Prior to Williams v. North Carolina, 317 U.S. 287, 87 L. Ed. 279, 63 S. Ct. 207, North Carolina did not recognize the jurisdiction of the courts of a foreign state, albeit the state of the plaintiff’s domicile, to render a divorce decree valid and enforceable in North Carolina, against a resident of this State who did not appear in the action and was only constructively served with notice of its pendency. Numerous decisions to this effect are cited in the opinions in S. v. Williams, 220 N.C. 445, 17 S.E. 2d 769. They are based on the early North Carolina decision in Irby v. Wilson, 21 N.C. 568, and the later United States decision in Haddock v. Haddock, 201 U.S. 562, 50 L. Ed. 867, 26 S. Ct. 525. It was so decided in Pridgen v. Pridgen, 203 N.C. 533, 166 S.E. 591, an action by a second husband for annulment of his purported marriage to the defendant based on her alleged incapacity to contract a valid marriage, she having a living husband. She relied upon a divorce decree obtained in Georgia by her first husband when she resided in North Carolina. The jurisdiction of the Georgia court was predicated solely on service of summons by publication. Hence, it appeared on the face of the judgment roll that the Georgia court had not acquired jurisdiction of the defendant. The Pridgen case is direct authority for the proposition that in such annulment action the purported divorce may be attacked collaterally when it appears on the face of the record that the court granting such decree had no jurisdiction of the person of the defendant. Although not an annulment action, it was held in the basic case of Irby v. Wilson, supra, that a Tennessee divorce decree, entered under similar circumstances, was subject to collateral attack, it appearing on the face of the record that “it was not an adjudication between any parties,” since the Tennessee court had no jurisdiction of the person of the defendant.
Unquestionably, when it appears on the face of the record that a court has no jurisdiction, either of the person or of the subject matter, any judgment it attempts to render is a nullity and so may be attacked by any person adversely affected thereby, at any time, collaterally or otherwise. Simmons v. Simmons, 228 N.C. 233, 45 S.E. 2d 124; Fowler v. Fowler, 190 N.C. 536, 130 S.E. 315.
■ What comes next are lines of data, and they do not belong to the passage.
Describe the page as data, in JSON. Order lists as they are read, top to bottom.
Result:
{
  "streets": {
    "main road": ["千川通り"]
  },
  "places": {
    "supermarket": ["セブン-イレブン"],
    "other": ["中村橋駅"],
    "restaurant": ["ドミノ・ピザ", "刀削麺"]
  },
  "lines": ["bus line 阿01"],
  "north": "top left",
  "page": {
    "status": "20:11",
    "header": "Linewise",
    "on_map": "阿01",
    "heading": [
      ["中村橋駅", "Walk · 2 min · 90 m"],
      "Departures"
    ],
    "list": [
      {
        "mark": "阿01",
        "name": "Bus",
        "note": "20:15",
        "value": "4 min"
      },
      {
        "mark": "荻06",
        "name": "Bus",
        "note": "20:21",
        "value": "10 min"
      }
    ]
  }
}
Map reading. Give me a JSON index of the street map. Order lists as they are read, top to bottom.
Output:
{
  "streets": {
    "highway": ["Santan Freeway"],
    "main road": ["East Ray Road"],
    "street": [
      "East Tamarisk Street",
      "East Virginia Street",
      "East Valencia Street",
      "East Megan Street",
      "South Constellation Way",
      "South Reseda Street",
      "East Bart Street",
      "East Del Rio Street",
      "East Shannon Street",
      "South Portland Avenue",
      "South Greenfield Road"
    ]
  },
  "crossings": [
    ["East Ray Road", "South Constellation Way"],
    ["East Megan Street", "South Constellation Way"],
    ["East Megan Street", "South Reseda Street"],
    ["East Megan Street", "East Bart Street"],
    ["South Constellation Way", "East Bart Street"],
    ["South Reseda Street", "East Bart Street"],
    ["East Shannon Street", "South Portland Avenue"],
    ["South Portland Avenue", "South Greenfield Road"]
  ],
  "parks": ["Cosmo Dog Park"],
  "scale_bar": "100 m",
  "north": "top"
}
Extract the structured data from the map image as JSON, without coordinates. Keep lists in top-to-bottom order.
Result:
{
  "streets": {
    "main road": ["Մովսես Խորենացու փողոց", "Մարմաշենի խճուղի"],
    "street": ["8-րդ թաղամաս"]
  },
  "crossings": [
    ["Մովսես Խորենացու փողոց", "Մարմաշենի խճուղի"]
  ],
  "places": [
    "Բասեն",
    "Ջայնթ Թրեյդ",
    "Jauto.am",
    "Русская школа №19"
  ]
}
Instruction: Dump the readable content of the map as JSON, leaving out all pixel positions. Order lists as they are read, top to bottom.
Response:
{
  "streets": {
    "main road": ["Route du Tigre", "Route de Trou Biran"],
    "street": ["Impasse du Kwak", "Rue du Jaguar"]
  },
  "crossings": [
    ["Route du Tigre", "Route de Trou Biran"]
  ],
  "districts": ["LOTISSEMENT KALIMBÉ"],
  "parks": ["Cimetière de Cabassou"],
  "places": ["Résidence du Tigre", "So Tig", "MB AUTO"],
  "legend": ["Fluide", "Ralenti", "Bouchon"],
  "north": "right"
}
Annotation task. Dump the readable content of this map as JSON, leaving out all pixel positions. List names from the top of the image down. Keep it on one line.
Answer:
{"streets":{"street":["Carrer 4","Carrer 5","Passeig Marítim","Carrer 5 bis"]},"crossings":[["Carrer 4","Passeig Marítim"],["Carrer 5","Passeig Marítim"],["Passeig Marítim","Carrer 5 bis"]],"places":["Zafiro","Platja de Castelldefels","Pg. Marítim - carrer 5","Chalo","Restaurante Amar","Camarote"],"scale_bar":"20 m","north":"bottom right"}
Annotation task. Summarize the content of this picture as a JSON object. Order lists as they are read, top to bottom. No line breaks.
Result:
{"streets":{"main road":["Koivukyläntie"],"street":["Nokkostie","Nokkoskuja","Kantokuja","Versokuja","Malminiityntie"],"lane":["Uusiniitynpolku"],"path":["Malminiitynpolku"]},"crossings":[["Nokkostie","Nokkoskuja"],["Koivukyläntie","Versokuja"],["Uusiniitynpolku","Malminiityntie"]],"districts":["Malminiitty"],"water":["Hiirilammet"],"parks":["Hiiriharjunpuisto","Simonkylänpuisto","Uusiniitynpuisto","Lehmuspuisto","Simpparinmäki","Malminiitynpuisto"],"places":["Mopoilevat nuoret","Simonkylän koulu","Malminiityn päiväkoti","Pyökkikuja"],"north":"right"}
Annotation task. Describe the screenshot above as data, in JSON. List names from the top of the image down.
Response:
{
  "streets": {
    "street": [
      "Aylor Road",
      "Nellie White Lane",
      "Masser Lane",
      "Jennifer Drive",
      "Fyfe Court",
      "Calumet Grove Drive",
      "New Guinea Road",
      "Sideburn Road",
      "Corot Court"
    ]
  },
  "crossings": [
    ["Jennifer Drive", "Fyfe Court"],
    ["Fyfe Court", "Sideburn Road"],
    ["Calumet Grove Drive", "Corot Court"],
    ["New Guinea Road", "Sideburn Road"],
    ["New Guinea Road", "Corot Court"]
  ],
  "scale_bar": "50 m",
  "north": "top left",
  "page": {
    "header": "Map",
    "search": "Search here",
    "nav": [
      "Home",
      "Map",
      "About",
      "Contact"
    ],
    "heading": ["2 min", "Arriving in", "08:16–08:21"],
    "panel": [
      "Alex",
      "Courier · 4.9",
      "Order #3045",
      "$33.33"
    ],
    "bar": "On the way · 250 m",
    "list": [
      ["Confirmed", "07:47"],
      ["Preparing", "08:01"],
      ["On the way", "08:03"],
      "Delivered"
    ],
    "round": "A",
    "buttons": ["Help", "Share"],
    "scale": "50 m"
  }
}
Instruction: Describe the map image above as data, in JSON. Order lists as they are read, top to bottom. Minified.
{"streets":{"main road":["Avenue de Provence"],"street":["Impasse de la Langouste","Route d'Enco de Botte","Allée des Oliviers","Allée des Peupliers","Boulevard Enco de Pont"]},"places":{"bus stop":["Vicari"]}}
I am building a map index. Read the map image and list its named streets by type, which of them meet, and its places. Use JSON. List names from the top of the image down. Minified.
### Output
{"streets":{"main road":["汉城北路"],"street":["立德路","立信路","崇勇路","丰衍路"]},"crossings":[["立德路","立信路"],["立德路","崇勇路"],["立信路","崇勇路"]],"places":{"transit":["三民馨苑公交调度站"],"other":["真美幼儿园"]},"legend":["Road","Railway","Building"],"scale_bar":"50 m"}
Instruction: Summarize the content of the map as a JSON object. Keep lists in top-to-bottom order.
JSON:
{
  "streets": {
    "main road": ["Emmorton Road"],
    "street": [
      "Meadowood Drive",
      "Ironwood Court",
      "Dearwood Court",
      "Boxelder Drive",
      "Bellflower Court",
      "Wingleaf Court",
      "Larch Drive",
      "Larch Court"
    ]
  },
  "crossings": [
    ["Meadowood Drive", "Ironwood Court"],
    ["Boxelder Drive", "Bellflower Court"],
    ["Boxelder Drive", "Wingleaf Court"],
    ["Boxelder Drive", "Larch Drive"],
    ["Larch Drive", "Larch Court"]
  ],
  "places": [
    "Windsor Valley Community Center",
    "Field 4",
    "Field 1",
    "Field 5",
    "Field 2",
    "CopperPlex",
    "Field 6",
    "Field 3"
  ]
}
In Rodriguez v. Rodriguez, 224 N.C. 275, 29 S.E. 2d 901, Guerin v. Guerin, 208 N.C. 457, 181 S.E. 274, Harrell v. Welstead, 206 N.C. 817, 175 S.E. 283, Fowler v. Fowler, supra, and cases cited, it appeared on the face of the record that the court had not obtained jurisdiction of the person of the defendant. In the Rodriguez and Fowler cases, the *291attempted service by publication was held fatally defective because the affidavit did not comply with the requirements of G.S. 1-98. When the summons is by publication, no jurisdiction is acquired over the person of the defendant unless it is made to appear by affidavit that everything necessary to dispense with personal service has been done. Comrs. of Roxboro v. Bumpass, 233 N.C. 190, 63 S.E. 2d 144.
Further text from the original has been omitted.